The next photo is of a woman who lives in the village of Merzouga and she is baking her bread in the communal oven near her home. Bread is baked each day. It is a wholemeal flat bread and is delicious fresh from the oven. It dries out quickly even though it is kept wrapped in a woolen cloth inside a special bread basket. Day old bread is fed to the animals.

 Below a woman prepares couscous in the kitchen of a home in Merzouga. The house is adobe and has no running water although they do have electricity and television. They fetch the water in jerrycans which they fill at a well in the village.

There is no furniture in the home.  Heavy blankets and straw mats are used as rugs and pillows line the walls of the “salon”. You can either lean your pillow against the wall as a backrest, or lie down and place it under your elbow which supports your head. Normally, women do not use a pillow… just the men. Women are most likely popping up and down fetching things or they could be preparing the tea. If the guests are all male, the man of the house prepares the tea and the woman is not present except to bring things as needed for the guest’s comfort. 

 

A nomad family (below) that lives in a tent in the High Atlas. We stopped to visit and the women hustled to make tea for us. You can see the tea tray at the bottom of the photo. I think Morocco is the most hospitable culture I have visited. You are always invited in, no matter if it is a home in town, a tent in the desert or a cave in the mountains.

 

A woman in her adobe hut in the desert south of Merzouga. She asked to have her photo taken with her son. She didn’t ask for a copy, just to have her photo taken was all she wanted. You can see at the bottom of the photo, she has her tea makings ready. The large round container holds sugar, something no Moroccan can be without.

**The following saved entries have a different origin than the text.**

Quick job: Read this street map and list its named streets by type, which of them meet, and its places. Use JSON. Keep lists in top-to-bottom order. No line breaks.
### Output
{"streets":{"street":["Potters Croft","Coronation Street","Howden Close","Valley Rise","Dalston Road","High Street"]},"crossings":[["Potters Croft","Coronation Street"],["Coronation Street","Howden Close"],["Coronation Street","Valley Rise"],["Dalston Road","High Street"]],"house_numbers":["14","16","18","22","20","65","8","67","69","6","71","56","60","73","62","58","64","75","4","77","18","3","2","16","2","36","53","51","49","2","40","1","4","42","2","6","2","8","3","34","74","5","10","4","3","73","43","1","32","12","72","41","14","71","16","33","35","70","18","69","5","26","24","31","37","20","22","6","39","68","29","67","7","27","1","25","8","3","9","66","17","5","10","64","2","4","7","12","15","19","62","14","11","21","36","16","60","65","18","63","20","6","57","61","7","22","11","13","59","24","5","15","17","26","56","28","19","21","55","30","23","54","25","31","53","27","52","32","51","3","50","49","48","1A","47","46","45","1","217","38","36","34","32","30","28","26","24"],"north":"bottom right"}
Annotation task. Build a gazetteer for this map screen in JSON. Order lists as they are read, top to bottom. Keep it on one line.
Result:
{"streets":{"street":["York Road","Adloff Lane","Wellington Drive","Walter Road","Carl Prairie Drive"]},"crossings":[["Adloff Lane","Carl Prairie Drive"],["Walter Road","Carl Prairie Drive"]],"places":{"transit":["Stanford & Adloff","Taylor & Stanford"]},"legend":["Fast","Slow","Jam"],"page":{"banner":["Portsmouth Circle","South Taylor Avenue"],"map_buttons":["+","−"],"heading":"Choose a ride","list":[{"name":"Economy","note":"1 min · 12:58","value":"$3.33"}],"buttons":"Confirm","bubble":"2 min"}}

My Berber friend told me that a husband was considered to be very “gentle” if he did not require his wife to fetch fuel for the cookfire. The women must set out with their donkey and stay in the desert searching for dried vegetation to burn. There are no trees.

two Berber women stand beside their donkey who is loaded with scrub bush

The desert is denuded when the women chop down the plants for firewood.